# Train an Xception Model from Keras with 2 Output Layers
**The output layers will classify an image into 2 different categories**

This script was motivated by:
- https://www.pyimagesearch.com/2018/06/04/keras-multiple-outputs-and-multiple-losses/ 
- https://www.kaggle.com/abnera/transfer-learning-keras-xception-cnn?scriptVersionId=818701

I wanted to show that it is possible to use the Xception model with multiple output layers to classify one image into 2 separate categories.

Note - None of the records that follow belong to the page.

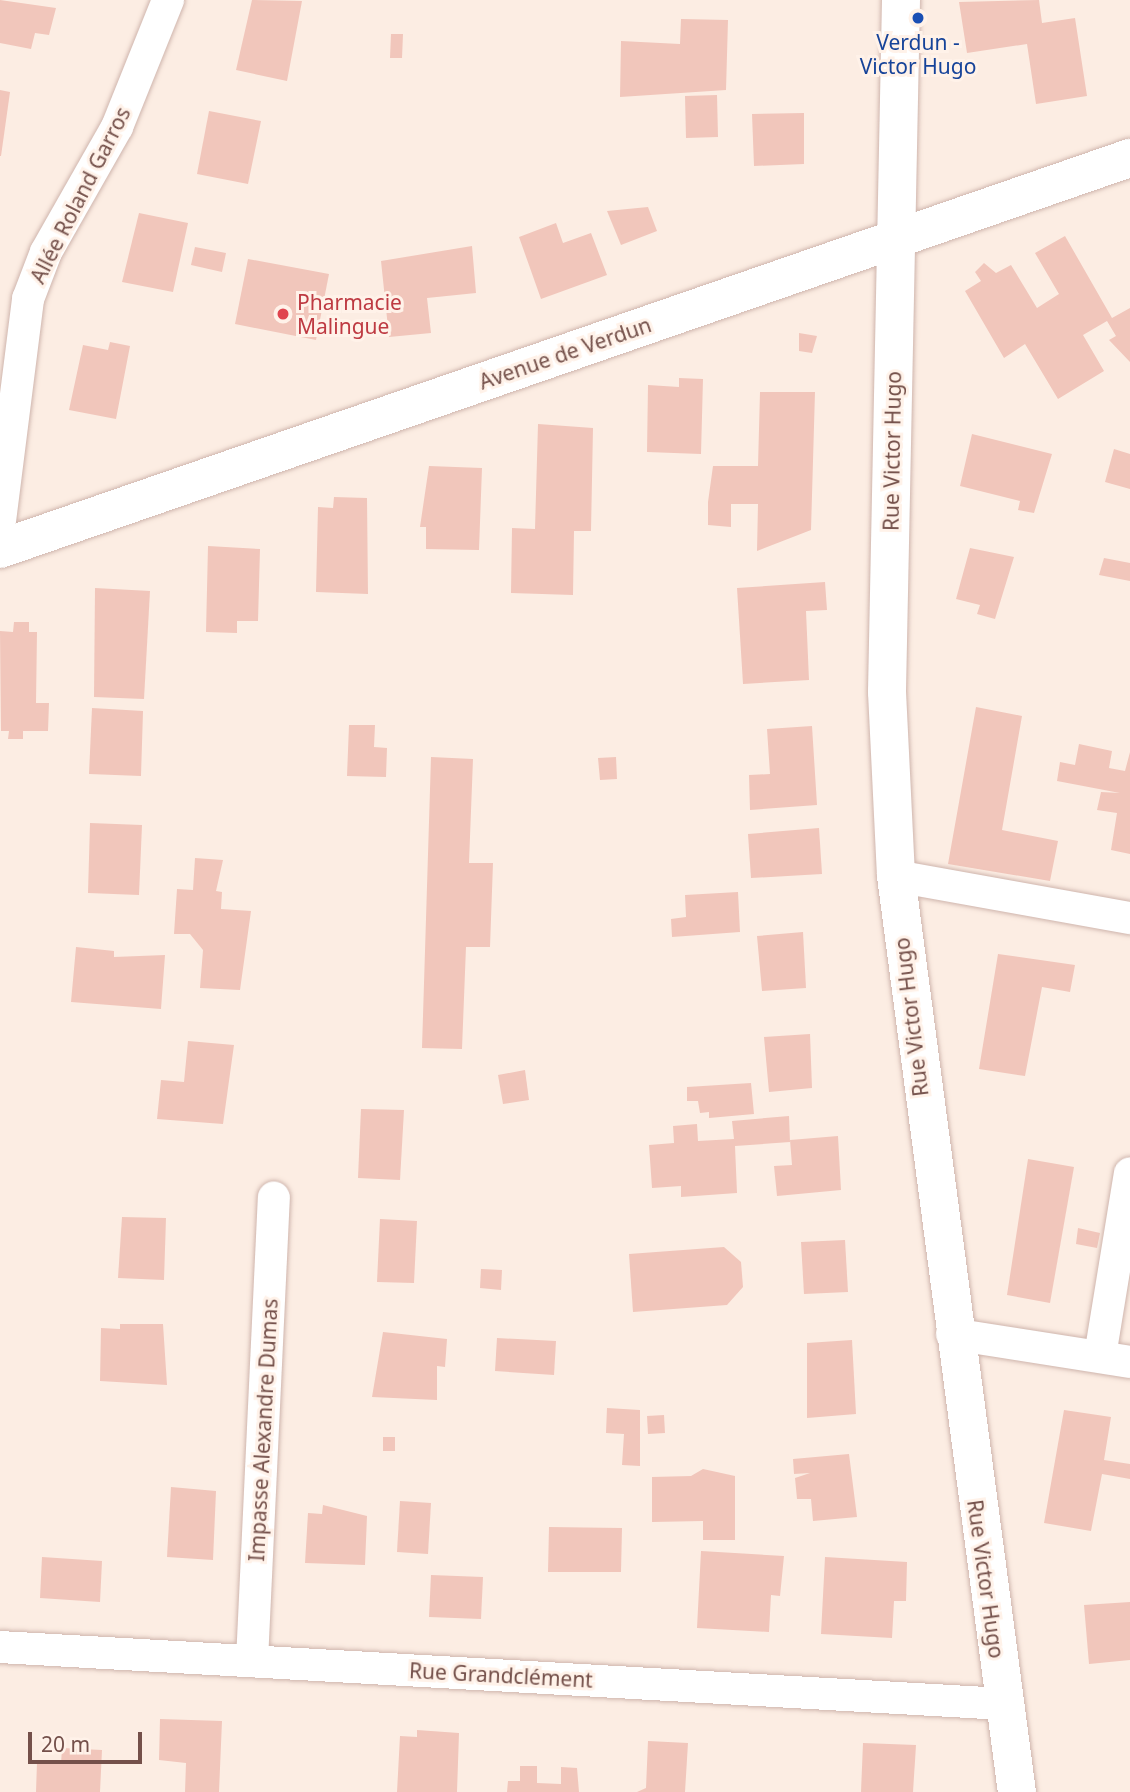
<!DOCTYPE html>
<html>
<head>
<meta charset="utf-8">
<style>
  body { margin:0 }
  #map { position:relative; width:1130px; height:1792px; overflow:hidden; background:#fcede3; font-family:"Noto Sans",sans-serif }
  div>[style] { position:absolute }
  .building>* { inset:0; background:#f1c6bb }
  .roads { filter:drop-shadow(0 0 2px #cfb5ad) drop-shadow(0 0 2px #cfb5ad) }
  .minor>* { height:32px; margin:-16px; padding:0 16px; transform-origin:16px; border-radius:16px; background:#fff }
  .tertiary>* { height:38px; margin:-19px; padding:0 19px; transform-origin:19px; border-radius:19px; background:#fff }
  .secondary>* { height:38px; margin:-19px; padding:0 19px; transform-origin:19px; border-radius:19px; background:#fff }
  .dots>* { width:19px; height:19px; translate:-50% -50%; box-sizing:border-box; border:4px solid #fff2e9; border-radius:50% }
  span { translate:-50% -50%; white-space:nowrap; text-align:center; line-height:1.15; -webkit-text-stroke:6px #fff2e9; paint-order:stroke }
  .transit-label { font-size:21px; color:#164399 }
  .street-label { font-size:21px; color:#74504a }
  .health-label { font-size:21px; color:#be3a42 }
  .left { translate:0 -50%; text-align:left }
  .scale { position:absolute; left:28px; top:1732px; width:114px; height:32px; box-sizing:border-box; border:4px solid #74504a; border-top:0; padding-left:9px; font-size:21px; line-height:24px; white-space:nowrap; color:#74504a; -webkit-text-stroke:5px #fff2e9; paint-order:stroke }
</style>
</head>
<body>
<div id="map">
  <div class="building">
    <i style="clip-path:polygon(0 0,56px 8px,49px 35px,35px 33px,31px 49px,0 43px)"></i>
    <i style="clip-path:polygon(252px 0,302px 1px,287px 81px,236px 70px)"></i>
    <i style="clip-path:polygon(1039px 0,1042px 23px,1075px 18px,1087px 96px,1036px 104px,1027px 44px,967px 53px,959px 2px)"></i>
    <i style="clip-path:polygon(681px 19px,728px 20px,726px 90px,620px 97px,621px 41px,680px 44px)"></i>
    <i style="clip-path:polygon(391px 34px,403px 34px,402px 58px,390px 58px)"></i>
    <i style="clip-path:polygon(0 90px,10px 92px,1px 156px,0 156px)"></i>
    <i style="clip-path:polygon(717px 95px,718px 137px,686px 138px,685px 96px)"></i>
    <i style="clip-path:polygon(209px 111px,261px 121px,248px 184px,197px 174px)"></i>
    <i style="clip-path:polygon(804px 113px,804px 164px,754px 166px,752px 114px)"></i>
    <i style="clip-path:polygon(648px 207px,657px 231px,621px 245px,607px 211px)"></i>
    <i style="clip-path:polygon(139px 213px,188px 223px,173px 292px,122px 282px)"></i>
    <i style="clip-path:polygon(556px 223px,563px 243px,591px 233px,607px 275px,541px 299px,519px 237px)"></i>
    <i style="clip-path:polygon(1065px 236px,1112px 318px,1130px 308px,1130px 362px,1109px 340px,1116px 336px,1107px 321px,1083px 335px,1104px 371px,1058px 399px,1025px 344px,1004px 358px,965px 291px,981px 281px,975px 272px,984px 263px,996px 273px,1011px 265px,1037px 308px,1059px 294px,1035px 253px)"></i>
    <i style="clip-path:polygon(472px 246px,476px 293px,427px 298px,431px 333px,389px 337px,381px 261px)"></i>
    <i style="clip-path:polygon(195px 247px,226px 253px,222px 272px,191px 265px)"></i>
    <i style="clip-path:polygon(248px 259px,329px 274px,316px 340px,235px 324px)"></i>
    <i style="clip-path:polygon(799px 333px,817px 336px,812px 353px,799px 351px)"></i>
    <i style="clip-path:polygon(110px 342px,130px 346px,116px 419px,69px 410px,83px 345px,108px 350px)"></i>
    <i style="clip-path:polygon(679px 378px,703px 379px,701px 454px,647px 452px,648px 385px,679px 387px)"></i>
    <i style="clip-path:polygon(760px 392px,815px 392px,811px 530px,757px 551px,758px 504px,731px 504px,731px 527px,708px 525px,708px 502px,713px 466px,758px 466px)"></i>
    <i style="clip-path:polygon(538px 424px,593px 428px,591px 531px,574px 531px,573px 595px,511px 593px,512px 528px,535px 529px)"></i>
    <i style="clip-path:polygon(972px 434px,1052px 454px,1034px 513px,1018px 510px,1020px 501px,960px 486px)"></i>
    <i style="clip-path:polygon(1114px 449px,1130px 454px,1130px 489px,1105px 482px)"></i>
    <i style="clip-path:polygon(429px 466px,482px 468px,479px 550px,426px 549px,426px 527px,420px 527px)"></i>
    <i style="clip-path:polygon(334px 497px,367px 498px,368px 594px,316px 592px,318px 507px,333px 508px)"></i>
    <i style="clip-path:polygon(208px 546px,260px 549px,258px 621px,237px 621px,237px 633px,206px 632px)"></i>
    <i style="clip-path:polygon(970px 548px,1014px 557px,995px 619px,977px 614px,980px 605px,956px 599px)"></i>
    <i style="clip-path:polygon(1104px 558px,1130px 563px,1130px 581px,1099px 575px)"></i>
    <i style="clip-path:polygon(825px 582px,827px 610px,806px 611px,809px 680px,743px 684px,737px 588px)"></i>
    <i style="clip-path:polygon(95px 588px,150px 591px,144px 699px,94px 697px)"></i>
    <i style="clip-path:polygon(14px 622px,29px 622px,29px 632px,37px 632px,36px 703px,49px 703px,48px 731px,23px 731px,23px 739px,8px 739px,9px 731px,1px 731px,0 631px,13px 632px)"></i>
    <i style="clip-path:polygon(976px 707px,1022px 716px,1002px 830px,1058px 841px,1050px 881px,948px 864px)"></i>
    <i style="clip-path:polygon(92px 708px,143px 711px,141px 776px,89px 774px)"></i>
    <i style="clip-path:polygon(349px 725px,375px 725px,374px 747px,387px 748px,386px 777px,347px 776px)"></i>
    <i style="clip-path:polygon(812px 726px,817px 805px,750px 810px,749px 775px,770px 774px,767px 729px)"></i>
    <i style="clip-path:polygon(1079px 744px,1112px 751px,1109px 768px,1125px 771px,1130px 752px,1130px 854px,1111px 850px,1117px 813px,1097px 810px,1101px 792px,1120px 793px,1057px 781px,1060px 762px,1075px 765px)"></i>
    <i style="clip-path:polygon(431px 757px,473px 759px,469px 863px,493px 863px,490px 947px,466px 947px,462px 1049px,422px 1048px)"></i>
    <i style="clip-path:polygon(616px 757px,617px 779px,600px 780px,598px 758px)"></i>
    <i style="clip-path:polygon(90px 823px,142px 825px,139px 895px,88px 893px)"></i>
    <i style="clip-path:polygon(819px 828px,822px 874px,751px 878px,748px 834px)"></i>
    <i style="clip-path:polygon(195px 858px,223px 860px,216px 891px,222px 892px,221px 909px,251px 911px,240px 990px,200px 988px,203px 950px,190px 934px,174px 934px,177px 889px,193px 890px)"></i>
    <i style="clip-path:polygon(738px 892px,740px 932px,672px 937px,671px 919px,686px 917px,685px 895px)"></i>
    <i style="clip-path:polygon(803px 932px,806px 988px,762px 991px,757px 936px)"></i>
    <i style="clip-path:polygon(76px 947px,114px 951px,114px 957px,165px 955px,161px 1009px,71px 1002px)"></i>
    <i style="clip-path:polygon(998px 954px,1075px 965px,1070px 992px,1042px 987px,1025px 1076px,979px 1069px)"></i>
    <i style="clip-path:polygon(810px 1034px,812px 1088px,769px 1092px,764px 1037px)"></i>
    <i style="clip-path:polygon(188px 1041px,234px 1045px,223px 1124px,157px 1119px,161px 1080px,184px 1082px)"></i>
    <i style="clip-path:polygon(525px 1070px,529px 1100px,503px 1104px,498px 1075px)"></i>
    <i style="clip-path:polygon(751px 1083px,754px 1114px,709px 1118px,709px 1112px,700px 1113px,698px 1101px,687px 1101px,687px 1087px)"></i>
    <i style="clip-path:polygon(361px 1109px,404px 1110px,400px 1180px,358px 1178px)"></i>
    <i style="clip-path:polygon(789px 1116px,790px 1142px,735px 1146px,737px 1193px,681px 1197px,681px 1186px,652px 1188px,649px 1145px,674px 1143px,673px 1126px,697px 1124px,698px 1141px,734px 1139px,732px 1121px)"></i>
    <i style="clip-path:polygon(838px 1136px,841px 1190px,777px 1196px,774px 1166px,792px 1165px,790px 1140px)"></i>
    <i style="clip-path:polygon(1028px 1159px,1074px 1167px,1050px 1303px,1007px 1295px)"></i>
    <i style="clip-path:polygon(122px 1217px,166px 1218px,164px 1280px,118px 1278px)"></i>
    <i style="clip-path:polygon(380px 1219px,417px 1221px,414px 1283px,377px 1282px)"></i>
    <i style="clip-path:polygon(1078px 1228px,1100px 1233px,1097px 1248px,1076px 1244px)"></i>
    <i style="clip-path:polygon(845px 1240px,848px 1292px,804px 1294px,801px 1242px)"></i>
    <i style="clip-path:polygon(724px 1247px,741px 1262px,743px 1287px,727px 1305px,633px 1312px,629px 1254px)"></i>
    <i style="clip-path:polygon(481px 1269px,502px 1270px,501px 1290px,480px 1288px)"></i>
    <i style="clip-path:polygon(120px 1324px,163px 1324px,167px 1385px,100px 1381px,101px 1328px,120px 1329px)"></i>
    <i style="clip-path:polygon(383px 1332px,447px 1339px,445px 1367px,437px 1366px,437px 1400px,372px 1397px)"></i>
    <i style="clip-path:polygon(497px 1338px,556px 1341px,554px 1375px,495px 1371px)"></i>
    <i style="clip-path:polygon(852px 1340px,856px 1414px,807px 1418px,807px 1343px)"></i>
    <i style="clip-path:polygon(607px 1408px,640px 1410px,640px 1466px,622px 1465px,624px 1434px,606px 1433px)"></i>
    <i style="clip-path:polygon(1064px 1410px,1111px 1417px,1104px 1460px,1130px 1464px,1130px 1479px,1102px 1474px,1091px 1531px,1044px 1523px)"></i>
    <i style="clip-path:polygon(664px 1415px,665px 1433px,648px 1434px,647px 1416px)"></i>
    <i style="clip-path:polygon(383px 1437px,395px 1437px,395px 1451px,383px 1451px)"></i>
    <i style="clip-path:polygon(849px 1454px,857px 1517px,813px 1521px,811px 1499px,797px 1499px,795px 1478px,810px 1473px,794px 1474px,793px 1459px)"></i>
    <i style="clip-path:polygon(703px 1469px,735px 1476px,735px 1540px,703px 1540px,703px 1521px,652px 1522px,652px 1477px,691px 1476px)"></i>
    <i style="clip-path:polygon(171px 1487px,216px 1491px,213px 1560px,167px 1557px)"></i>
    <i style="clip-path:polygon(400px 1501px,431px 1503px,428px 1554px,397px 1552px)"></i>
    <i style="clip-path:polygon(323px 1505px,367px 1516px,365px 1565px,305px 1563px,308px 1513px,322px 1514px)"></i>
    <i style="clip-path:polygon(549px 1527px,622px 1528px,621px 1572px,548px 1572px)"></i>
    <i style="clip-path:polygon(701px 1551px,784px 1556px,780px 1596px,771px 1595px,769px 1632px,697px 1628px)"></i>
    <i style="clip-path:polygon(42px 1557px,102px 1561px,100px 1602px,40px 1598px)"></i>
    <i style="clip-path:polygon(825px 1557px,907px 1562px,906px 1601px,894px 1601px,892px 1638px,821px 1634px)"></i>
    <i style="clip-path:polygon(431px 1575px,483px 1577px,481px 1619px,429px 1617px)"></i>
    <i style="clip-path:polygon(1130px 1602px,1130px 1660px,1089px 1664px,1084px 1605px)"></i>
    <i style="clip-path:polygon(160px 1719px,222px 1721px,219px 1792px,185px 1792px,186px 1763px,159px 1760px)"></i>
    <i style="clip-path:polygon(417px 1730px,459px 1733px,457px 1792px,397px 1792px,400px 1736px,417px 1737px)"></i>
    <i style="clip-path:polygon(648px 1741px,688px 1743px,685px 1792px,637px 1792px,646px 1788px)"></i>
    <i style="clip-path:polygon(863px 1743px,916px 1745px,913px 1792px,861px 1792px)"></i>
    <i style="clip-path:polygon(62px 1748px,102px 1750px,100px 1792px,36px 1792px,37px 1762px,61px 1764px)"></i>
    <i style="clip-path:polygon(520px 1766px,537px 1766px,537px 1783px,561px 1784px,561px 1767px,577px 1768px,579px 1792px,507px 1792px,508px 1781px,520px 1781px)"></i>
  </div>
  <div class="roads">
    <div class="minor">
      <i style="left:0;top:521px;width:224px;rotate:-82.8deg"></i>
      <i style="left:28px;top:299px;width:50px;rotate:-69deg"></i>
      <i style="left:46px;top:252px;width:144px;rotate:-60.4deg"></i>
      <i style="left:117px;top:127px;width:137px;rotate:-68.1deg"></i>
      <i style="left:896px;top:876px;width:238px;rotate:10.2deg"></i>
      <i style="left:952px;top:1334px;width:180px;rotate:8.9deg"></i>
      <i style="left:1100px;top:1356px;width:185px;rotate:-80.7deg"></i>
      <i style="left:0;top:1647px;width:1005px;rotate:3.25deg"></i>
      <i style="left:252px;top:1661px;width:464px;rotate:-87.3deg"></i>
    </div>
    <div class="tertiary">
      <i style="left:901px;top:0;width:692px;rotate:91.16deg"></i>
      <i style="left:887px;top:692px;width:184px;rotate:87.2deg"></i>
      <i style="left:896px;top:876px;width:924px;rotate:82.48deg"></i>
    </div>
    <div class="secondary">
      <i style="left:0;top:549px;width:1196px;rotate:-19.09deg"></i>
    </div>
  </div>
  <div class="dots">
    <i style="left:918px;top:18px;background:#1a4fb4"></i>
    <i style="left:283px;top:314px;background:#e0444e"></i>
  </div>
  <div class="transit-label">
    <span style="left:918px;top:54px">Verdun -<br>Victor Hugo</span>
  </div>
  <div class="street-label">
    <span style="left:80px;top:195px;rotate:-63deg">Allée Roland Garros</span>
    <span style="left:565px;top:353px;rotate:-19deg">Avenue de Verdun</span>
    <span style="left:892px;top:451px;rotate:-89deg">Rue Victor Hugo</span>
    <span style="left:911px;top:1017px;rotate:-97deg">Rue Victor Hugo</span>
    <span style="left:263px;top:1430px;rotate:-87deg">Impasse Alexandre Dumas</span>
    <span style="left:986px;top:1579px;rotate:82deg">Rue Victor Hugo</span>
    <span style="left:501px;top:1675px;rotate:3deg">Rue Grandclément</span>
  </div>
  <div class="health-label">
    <span class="left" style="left:297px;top:314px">Pharmacie<br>Malingue</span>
  </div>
  <div class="scale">20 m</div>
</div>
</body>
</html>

![diagram_xception_two_output_layer.png](attachment:diagram_xception_two_output_layer.png)

In [None]:
from keras.layers import *
from keras.optimizers import *
from keras.applications import *
from keras.models import Model
from keras.preprocessing.image import ImageDataGenerator, img_to_array
from keras.callbacks import ModelCheckpoint, EarlyStopping
from keras import backend as k
from keras.utils import to_categorical

import matplotlib.pyplot as plt

## Settings

Run the following lines, if you want to use CPU only or ignore this if you don't have a GPU.

In [None]:
config = tf.ConfigProto(allow_soft_placement=True, device_count = {'CPU' : 1, 'GPU' : 0})
session = tf.Session(config=config)
k.set_session(session)

- Set the paths to the images and to the model

In [None]:
import os

# set the paths to the images and the model
data_dir = os.path.abspath("images/")
model_dir = os.path.abspath("model/model1/")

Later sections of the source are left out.